__Available records__:
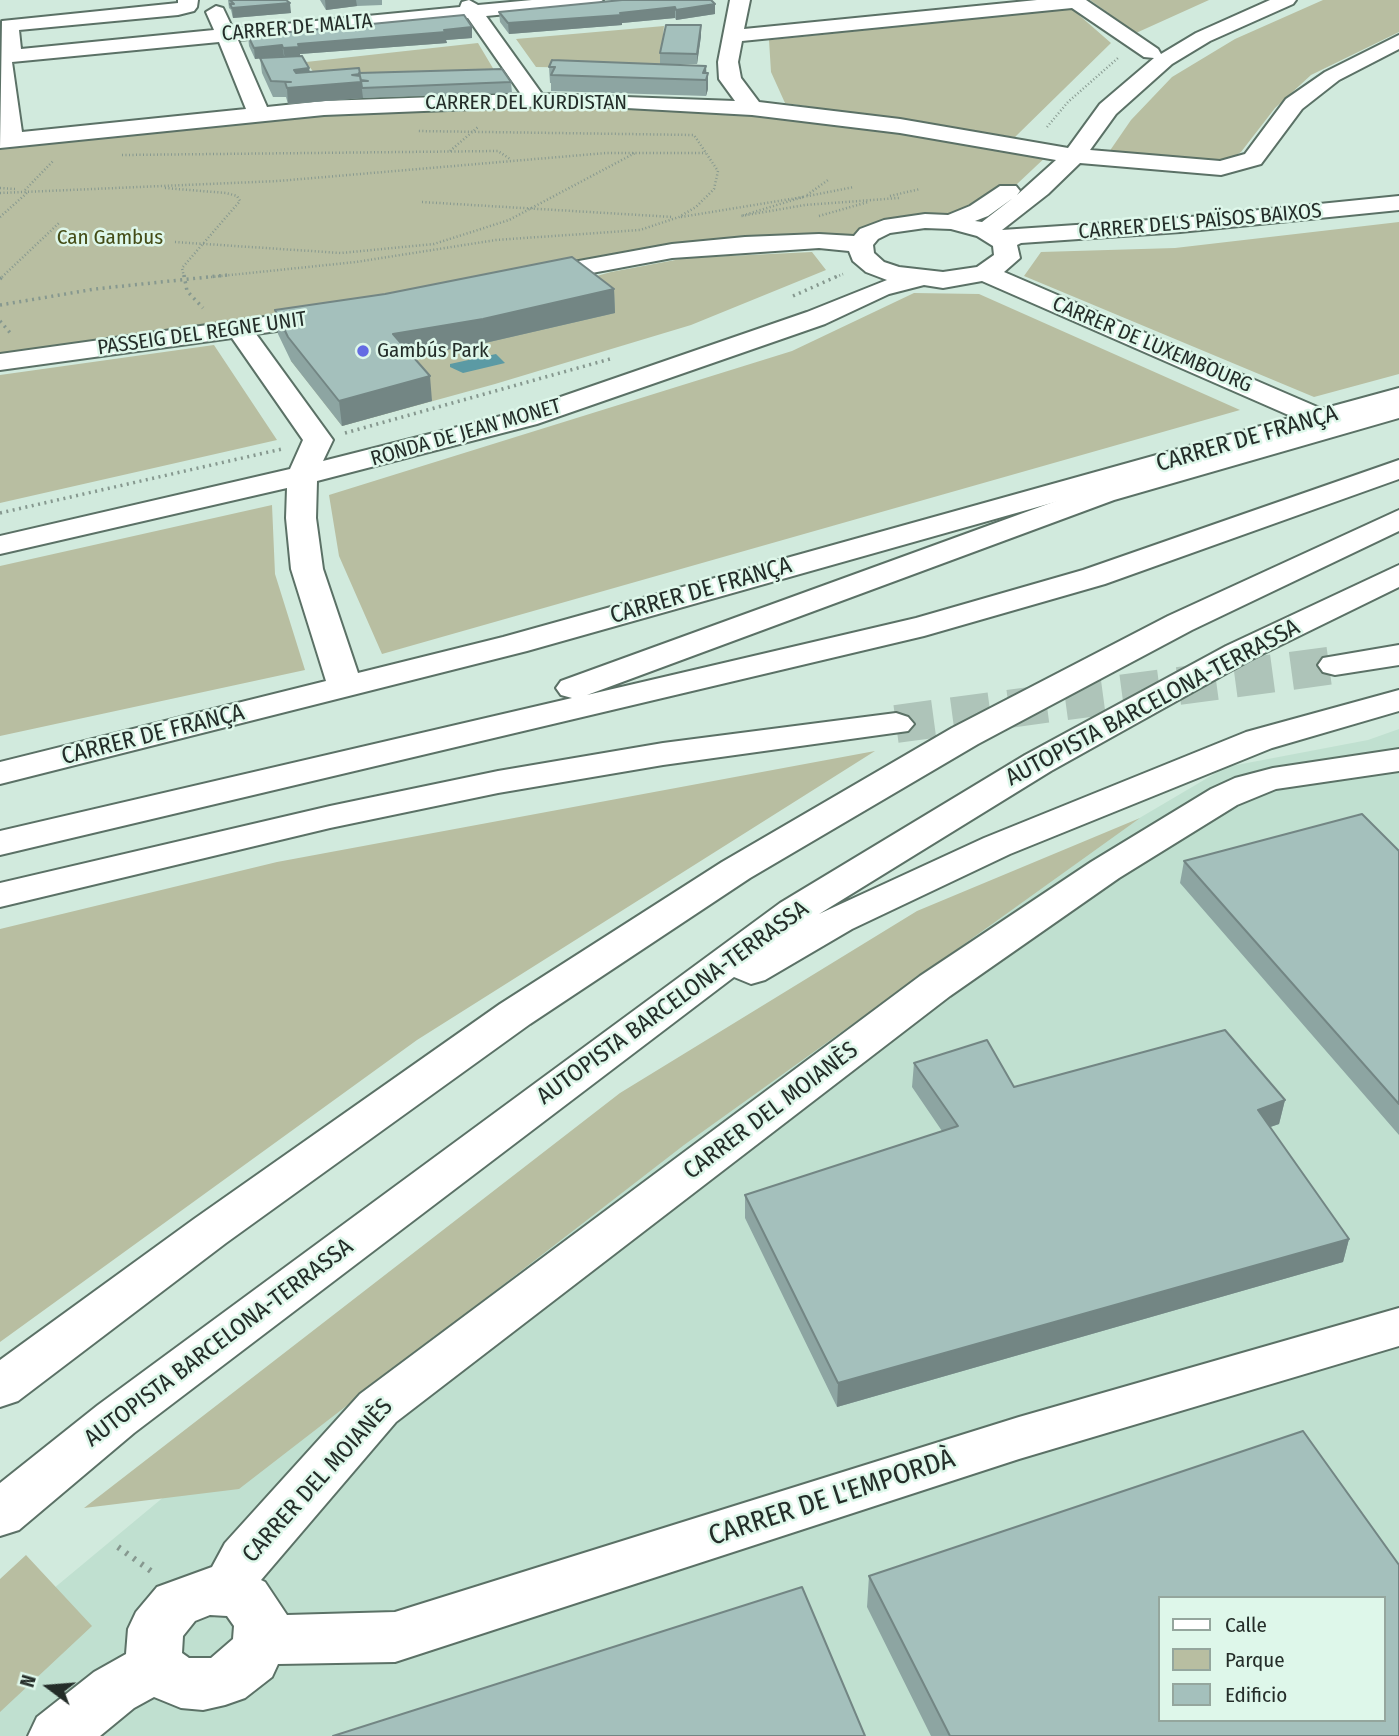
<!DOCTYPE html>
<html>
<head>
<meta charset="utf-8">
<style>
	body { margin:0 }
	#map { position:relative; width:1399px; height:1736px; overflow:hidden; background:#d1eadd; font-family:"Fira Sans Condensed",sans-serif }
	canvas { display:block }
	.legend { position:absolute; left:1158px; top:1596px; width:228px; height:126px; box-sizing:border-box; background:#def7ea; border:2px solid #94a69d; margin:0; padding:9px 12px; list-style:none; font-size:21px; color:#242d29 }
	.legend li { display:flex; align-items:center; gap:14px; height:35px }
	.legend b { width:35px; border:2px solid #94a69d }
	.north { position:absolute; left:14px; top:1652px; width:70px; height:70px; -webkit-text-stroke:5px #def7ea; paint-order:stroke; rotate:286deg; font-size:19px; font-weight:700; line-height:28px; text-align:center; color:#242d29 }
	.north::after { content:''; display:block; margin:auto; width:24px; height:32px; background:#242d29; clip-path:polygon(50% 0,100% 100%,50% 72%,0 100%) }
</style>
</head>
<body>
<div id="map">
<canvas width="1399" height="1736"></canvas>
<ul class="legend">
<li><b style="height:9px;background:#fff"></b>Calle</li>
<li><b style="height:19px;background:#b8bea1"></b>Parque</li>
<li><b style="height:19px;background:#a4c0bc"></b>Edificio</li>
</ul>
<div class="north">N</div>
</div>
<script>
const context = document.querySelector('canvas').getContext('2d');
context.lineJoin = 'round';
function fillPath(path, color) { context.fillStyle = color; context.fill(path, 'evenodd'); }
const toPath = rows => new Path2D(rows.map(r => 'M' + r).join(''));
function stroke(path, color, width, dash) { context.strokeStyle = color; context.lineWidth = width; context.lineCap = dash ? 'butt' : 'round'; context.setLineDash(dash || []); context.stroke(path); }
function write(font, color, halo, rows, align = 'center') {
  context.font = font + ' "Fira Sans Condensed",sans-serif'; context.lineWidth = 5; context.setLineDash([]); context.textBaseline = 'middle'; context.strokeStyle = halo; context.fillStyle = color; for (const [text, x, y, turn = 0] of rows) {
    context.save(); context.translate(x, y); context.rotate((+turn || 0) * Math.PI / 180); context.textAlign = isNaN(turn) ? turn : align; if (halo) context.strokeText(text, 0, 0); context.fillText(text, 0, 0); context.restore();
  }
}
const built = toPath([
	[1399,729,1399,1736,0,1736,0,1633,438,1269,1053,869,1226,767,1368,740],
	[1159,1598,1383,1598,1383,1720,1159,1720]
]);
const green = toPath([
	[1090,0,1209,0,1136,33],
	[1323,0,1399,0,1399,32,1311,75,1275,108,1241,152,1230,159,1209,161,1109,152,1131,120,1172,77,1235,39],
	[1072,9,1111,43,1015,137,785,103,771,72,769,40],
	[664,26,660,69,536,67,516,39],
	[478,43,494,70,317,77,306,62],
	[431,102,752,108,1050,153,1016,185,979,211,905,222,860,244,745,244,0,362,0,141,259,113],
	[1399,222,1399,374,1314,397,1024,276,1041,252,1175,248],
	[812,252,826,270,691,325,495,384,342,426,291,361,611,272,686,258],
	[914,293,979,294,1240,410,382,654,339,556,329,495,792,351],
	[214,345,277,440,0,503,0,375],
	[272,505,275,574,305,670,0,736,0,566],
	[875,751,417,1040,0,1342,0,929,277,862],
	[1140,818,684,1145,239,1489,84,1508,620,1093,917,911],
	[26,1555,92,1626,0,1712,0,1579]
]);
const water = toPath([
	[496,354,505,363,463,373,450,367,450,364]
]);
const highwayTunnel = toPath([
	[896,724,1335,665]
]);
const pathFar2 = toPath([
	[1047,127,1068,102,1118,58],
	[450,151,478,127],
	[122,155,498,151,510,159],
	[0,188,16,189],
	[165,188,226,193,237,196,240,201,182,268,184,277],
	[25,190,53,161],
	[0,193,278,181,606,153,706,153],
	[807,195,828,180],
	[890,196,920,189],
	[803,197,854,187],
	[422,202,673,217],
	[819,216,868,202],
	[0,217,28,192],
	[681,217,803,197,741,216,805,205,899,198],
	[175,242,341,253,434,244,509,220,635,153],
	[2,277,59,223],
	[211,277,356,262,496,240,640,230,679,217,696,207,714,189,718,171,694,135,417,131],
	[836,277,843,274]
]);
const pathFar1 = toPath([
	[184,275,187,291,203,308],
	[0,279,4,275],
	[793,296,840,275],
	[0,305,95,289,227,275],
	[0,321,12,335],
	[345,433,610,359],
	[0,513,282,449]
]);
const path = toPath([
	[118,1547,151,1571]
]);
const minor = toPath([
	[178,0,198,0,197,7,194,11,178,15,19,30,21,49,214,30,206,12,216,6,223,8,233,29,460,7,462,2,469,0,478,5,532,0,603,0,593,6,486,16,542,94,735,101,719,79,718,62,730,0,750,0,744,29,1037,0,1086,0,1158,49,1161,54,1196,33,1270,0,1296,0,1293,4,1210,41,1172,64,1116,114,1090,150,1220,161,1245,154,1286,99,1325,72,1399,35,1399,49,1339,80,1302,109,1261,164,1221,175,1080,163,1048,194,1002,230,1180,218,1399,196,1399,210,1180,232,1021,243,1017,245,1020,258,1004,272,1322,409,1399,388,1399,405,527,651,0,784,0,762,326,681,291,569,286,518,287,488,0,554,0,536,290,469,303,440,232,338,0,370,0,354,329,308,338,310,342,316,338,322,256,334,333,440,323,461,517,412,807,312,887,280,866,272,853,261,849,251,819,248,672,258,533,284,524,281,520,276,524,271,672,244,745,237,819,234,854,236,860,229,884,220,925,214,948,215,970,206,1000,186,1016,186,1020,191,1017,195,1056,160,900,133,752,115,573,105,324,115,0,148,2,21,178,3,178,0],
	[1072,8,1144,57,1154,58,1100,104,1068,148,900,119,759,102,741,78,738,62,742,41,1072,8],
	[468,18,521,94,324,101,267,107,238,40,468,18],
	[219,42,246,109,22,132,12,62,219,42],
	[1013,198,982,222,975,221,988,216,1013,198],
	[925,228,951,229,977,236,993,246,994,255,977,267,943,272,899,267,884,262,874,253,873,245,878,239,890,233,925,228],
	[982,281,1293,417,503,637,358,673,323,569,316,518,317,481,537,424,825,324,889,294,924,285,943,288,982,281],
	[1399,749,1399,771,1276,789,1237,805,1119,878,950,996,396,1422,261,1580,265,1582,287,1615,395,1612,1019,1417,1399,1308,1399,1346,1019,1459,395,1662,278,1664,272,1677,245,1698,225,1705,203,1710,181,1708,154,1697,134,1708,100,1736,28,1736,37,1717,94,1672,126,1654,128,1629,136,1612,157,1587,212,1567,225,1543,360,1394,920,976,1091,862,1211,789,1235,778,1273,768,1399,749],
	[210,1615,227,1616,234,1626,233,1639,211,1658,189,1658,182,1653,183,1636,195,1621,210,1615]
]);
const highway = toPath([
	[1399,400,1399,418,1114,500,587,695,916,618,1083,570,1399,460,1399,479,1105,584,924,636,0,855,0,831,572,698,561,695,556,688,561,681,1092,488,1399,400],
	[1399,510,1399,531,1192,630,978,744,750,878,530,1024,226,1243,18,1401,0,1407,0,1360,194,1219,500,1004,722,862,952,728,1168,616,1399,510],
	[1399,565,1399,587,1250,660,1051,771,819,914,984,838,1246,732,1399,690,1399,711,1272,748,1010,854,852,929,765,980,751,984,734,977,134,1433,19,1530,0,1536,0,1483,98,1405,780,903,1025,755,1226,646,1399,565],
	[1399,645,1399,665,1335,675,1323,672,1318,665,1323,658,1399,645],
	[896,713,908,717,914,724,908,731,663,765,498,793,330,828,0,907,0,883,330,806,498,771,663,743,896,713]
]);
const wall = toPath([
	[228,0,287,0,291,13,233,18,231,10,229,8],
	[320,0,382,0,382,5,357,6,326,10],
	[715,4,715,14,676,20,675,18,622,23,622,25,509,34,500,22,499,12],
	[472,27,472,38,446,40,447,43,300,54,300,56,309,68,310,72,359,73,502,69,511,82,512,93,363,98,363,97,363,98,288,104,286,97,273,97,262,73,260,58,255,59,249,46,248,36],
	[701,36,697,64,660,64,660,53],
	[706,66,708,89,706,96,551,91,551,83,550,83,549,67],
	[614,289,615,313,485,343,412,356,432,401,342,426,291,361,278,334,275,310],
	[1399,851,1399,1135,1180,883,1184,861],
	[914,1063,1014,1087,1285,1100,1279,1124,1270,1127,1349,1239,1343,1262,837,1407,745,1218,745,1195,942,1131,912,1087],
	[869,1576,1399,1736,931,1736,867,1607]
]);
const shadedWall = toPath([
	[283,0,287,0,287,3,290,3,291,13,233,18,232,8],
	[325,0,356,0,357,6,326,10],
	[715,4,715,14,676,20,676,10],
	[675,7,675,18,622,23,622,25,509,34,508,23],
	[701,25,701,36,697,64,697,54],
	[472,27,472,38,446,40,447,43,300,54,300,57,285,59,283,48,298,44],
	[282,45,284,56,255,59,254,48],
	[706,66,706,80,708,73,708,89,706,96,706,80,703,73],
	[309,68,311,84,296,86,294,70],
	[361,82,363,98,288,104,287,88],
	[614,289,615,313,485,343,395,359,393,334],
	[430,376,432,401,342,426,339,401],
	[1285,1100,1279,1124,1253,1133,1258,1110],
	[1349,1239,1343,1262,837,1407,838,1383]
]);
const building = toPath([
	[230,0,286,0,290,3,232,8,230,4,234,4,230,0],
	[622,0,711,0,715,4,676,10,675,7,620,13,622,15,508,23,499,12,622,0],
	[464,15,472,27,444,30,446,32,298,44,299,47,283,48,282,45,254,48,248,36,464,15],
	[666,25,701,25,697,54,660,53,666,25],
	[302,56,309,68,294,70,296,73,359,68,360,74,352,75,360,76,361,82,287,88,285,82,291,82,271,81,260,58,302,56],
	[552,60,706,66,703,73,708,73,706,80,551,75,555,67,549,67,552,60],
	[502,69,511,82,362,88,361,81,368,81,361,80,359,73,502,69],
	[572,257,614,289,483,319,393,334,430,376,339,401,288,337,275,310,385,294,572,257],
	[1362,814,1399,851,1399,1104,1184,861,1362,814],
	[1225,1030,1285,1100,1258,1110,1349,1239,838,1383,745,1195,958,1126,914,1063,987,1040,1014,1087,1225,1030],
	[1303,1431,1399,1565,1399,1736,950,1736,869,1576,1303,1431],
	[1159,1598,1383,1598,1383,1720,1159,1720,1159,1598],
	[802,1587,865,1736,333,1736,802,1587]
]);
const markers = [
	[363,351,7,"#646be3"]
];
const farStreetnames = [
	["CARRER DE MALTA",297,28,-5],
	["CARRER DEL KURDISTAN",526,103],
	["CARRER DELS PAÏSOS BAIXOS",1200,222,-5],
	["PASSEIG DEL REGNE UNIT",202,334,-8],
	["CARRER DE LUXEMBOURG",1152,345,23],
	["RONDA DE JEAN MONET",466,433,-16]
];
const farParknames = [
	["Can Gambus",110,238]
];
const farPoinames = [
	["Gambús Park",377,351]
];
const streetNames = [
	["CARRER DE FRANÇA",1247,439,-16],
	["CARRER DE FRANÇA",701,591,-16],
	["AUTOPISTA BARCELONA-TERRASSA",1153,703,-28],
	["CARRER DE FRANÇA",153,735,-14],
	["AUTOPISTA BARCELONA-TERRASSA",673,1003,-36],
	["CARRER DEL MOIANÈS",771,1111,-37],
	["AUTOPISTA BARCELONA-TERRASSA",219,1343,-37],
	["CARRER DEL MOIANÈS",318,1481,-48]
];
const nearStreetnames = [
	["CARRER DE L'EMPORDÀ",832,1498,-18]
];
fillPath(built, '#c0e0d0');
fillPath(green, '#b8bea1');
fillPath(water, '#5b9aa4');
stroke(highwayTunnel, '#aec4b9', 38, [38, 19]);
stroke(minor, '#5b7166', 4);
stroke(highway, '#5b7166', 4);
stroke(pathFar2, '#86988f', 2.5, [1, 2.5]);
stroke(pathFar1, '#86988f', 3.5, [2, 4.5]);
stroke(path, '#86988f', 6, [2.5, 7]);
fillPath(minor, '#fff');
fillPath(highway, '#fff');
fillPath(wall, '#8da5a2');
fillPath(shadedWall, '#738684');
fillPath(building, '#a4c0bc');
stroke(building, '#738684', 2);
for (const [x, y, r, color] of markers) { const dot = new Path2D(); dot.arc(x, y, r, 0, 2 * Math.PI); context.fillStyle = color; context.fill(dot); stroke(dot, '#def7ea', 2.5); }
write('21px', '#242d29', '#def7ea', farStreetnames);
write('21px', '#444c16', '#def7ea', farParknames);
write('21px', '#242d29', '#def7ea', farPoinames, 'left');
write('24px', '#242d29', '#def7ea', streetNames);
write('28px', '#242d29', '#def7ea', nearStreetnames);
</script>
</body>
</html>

__Task item__: In the data above, find each line where the string "canvas" appears, then copy it.

__Answer for the task__:
	canvas { display:block }
<canvas width="1399" height="1736"></canvas>
const context = document.querySelector('canvas').getContext('2d');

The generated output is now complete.